INSTRUCTIONS TO FOLLOW:
Take from the records below each line that holds "accent".

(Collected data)
════════

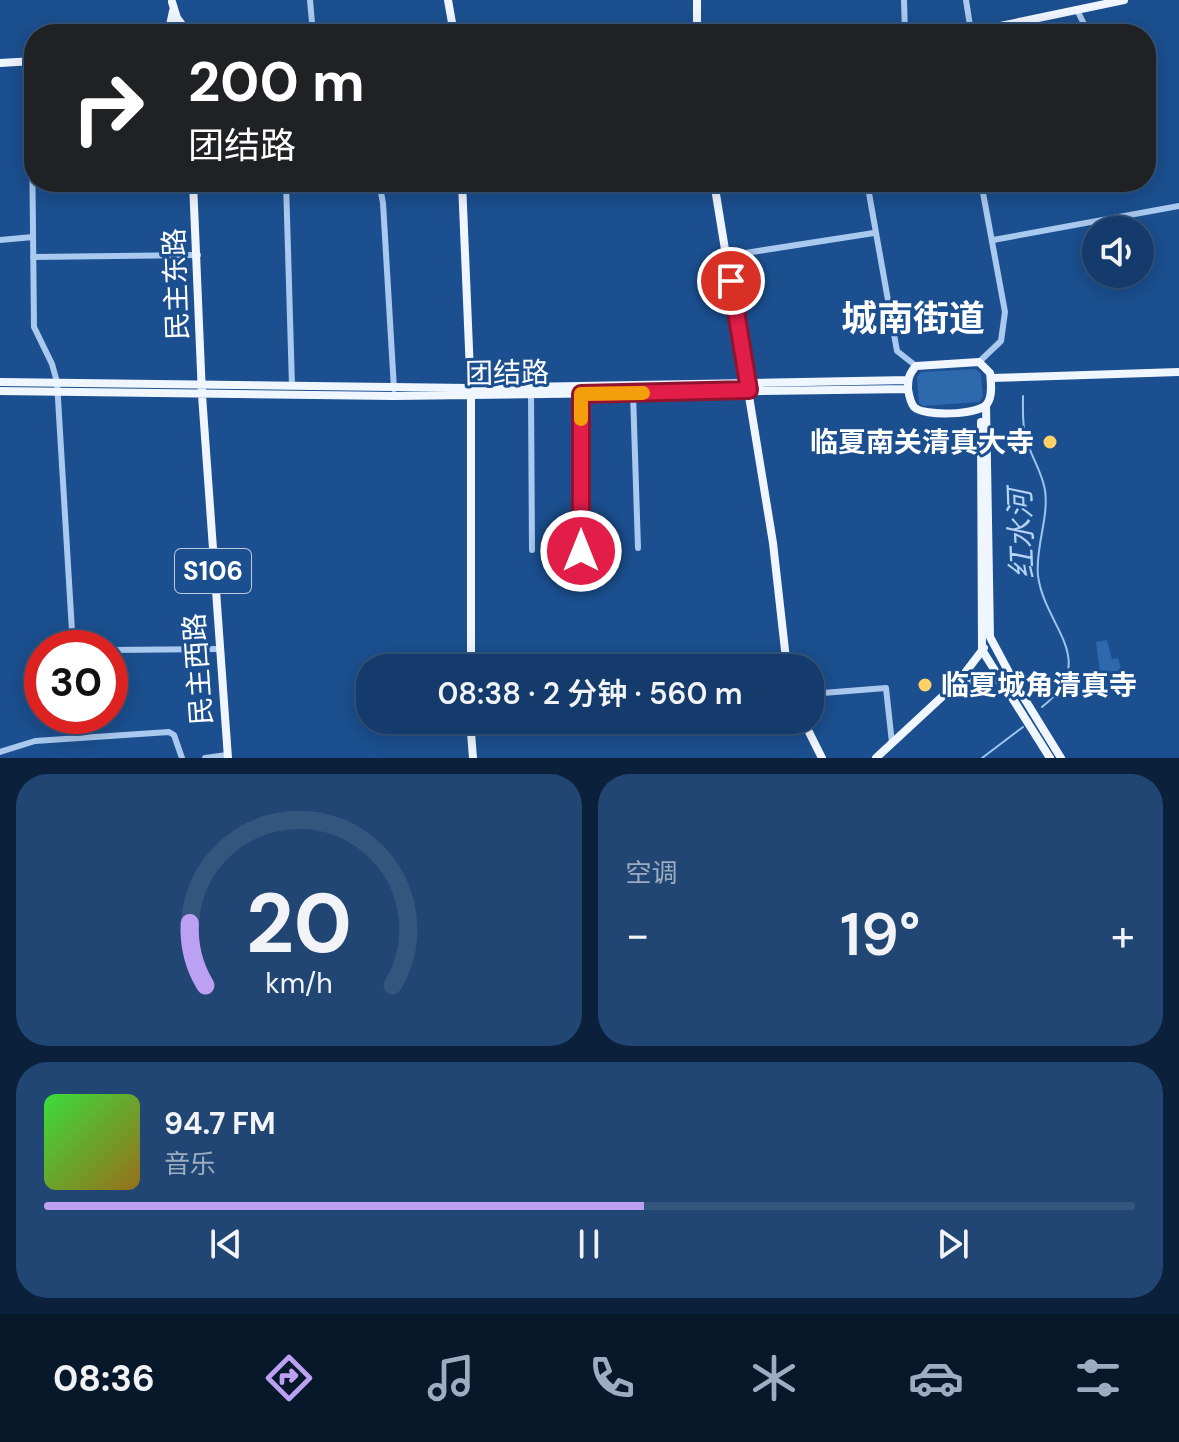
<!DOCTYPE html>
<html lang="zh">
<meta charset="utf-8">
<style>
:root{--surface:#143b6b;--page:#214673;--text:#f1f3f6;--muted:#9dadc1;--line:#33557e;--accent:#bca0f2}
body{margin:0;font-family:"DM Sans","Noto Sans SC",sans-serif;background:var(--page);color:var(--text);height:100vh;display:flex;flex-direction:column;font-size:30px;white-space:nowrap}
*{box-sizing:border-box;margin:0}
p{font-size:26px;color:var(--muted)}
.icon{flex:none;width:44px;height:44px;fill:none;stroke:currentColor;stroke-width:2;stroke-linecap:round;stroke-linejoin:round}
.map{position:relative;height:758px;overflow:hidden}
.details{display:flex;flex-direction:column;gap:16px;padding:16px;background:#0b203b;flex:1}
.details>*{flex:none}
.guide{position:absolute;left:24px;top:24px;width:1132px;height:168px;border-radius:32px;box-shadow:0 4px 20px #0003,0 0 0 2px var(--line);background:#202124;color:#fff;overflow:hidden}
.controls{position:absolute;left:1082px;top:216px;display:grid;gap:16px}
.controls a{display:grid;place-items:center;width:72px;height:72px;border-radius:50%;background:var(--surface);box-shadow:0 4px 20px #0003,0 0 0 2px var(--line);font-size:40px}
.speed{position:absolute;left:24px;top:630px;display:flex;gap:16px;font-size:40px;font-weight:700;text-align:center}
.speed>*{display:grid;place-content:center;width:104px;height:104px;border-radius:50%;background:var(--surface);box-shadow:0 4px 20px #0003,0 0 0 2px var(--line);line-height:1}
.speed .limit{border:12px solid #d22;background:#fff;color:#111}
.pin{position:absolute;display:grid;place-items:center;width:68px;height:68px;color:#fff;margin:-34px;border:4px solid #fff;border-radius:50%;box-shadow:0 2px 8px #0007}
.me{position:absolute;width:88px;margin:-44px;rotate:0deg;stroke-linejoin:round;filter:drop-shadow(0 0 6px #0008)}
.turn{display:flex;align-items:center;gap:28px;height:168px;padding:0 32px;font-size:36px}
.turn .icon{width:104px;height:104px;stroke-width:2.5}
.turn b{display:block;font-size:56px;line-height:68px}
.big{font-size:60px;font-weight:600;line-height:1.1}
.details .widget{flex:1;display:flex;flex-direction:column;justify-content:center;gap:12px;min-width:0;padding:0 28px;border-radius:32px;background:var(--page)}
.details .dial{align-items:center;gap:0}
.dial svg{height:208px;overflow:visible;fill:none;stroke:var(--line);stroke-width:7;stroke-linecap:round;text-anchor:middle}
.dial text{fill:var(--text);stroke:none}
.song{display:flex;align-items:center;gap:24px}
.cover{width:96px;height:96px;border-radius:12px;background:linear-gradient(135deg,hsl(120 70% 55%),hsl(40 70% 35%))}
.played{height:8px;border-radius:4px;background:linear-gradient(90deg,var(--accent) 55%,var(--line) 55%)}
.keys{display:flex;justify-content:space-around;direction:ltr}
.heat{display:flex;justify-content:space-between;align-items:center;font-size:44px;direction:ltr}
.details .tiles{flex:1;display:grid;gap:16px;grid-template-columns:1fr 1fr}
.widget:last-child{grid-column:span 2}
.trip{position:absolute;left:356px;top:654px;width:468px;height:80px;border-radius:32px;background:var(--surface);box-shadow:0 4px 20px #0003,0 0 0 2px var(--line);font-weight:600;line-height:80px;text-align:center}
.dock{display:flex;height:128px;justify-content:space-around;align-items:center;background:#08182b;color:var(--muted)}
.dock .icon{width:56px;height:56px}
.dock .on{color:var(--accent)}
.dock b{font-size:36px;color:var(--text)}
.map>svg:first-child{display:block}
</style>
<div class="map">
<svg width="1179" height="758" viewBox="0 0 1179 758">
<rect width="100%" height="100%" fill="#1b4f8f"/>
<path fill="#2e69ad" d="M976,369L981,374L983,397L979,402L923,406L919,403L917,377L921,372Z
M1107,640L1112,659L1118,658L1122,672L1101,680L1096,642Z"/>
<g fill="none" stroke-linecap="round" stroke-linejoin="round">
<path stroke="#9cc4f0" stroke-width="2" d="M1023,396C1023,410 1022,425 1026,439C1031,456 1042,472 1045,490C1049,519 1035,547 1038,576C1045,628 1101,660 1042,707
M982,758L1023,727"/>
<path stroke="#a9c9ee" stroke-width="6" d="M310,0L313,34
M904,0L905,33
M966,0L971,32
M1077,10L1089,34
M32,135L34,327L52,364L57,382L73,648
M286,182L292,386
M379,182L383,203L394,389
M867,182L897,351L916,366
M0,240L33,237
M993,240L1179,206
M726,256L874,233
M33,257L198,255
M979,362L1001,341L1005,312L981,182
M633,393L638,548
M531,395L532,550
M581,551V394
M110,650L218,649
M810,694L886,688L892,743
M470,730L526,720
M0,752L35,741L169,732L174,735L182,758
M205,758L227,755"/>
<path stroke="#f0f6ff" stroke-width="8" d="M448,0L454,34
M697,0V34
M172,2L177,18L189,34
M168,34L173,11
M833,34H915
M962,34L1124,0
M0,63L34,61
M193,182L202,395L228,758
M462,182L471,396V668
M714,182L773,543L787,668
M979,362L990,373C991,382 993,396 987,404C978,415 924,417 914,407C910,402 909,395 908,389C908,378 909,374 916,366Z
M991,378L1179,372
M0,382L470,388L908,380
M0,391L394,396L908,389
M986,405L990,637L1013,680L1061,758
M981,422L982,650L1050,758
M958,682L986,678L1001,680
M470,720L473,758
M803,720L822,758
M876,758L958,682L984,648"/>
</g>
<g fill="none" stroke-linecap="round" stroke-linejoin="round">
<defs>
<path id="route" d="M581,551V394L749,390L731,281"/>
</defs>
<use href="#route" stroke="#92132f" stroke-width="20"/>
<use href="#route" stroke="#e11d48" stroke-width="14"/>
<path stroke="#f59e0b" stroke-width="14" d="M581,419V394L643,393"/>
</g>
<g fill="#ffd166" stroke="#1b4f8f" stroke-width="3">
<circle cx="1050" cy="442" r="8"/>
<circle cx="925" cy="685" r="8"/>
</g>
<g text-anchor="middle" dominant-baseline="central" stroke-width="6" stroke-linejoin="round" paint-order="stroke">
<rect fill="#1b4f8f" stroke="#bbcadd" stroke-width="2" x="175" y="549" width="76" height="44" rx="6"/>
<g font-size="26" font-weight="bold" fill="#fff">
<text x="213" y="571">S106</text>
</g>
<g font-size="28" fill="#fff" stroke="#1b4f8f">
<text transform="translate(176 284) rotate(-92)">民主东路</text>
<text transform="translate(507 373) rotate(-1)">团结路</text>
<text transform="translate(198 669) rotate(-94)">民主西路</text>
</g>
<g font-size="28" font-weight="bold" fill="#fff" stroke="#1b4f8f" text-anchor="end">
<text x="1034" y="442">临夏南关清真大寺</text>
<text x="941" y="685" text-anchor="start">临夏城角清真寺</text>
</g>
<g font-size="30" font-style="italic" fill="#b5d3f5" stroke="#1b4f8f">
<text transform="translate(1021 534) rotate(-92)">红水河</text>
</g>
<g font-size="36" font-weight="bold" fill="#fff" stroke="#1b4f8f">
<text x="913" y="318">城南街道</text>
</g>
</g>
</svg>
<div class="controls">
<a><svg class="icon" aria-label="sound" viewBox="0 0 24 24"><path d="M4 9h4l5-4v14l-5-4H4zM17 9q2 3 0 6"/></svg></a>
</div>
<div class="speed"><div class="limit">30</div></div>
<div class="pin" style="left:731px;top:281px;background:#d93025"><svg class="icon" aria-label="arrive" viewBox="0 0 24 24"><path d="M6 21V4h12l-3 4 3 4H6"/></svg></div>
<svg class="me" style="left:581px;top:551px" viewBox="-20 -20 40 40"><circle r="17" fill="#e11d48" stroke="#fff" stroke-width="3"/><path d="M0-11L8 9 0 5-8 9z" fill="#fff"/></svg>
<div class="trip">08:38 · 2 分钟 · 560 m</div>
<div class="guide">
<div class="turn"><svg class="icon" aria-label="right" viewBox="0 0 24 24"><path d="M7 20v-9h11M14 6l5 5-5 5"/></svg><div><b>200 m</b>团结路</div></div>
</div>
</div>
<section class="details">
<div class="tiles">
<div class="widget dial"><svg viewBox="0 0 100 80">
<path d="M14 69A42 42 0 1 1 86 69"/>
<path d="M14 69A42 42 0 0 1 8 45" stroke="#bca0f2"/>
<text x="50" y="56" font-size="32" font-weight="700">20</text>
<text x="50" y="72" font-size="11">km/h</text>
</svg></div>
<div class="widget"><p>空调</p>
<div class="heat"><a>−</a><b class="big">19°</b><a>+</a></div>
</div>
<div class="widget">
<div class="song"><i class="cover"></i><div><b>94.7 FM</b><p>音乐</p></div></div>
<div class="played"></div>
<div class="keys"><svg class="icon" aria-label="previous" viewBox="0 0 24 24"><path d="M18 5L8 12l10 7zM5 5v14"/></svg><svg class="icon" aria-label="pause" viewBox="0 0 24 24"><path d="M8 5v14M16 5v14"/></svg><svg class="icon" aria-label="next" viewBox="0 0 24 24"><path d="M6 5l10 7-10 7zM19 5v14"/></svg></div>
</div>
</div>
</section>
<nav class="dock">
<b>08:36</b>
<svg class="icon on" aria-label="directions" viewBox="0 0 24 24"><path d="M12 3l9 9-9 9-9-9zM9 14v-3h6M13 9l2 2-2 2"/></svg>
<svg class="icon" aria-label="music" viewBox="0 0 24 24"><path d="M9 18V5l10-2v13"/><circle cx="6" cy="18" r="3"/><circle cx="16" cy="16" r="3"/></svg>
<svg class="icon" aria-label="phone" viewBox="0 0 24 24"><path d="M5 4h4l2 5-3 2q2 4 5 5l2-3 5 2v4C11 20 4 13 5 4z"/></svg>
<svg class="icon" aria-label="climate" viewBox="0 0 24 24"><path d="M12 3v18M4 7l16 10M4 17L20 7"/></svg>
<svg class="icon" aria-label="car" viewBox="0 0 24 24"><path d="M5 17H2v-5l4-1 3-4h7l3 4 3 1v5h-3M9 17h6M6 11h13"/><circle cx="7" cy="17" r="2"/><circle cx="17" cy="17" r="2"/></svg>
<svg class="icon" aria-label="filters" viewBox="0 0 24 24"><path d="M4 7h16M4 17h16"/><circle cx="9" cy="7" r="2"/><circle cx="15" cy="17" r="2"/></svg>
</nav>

════════

SOLUTION BELOW:
:root{--surface:#143b6b;--page:#214673;--text:#f1f3f6;--muted:#9dadc1;--line:#33557e;--accent:#bca0f2}
.played{height:8px;border-radius:4px;background:linear-gradient(90deg,var(--accent) 55%,var(--line) 55%)}
.dock .on{color:var(--accent)}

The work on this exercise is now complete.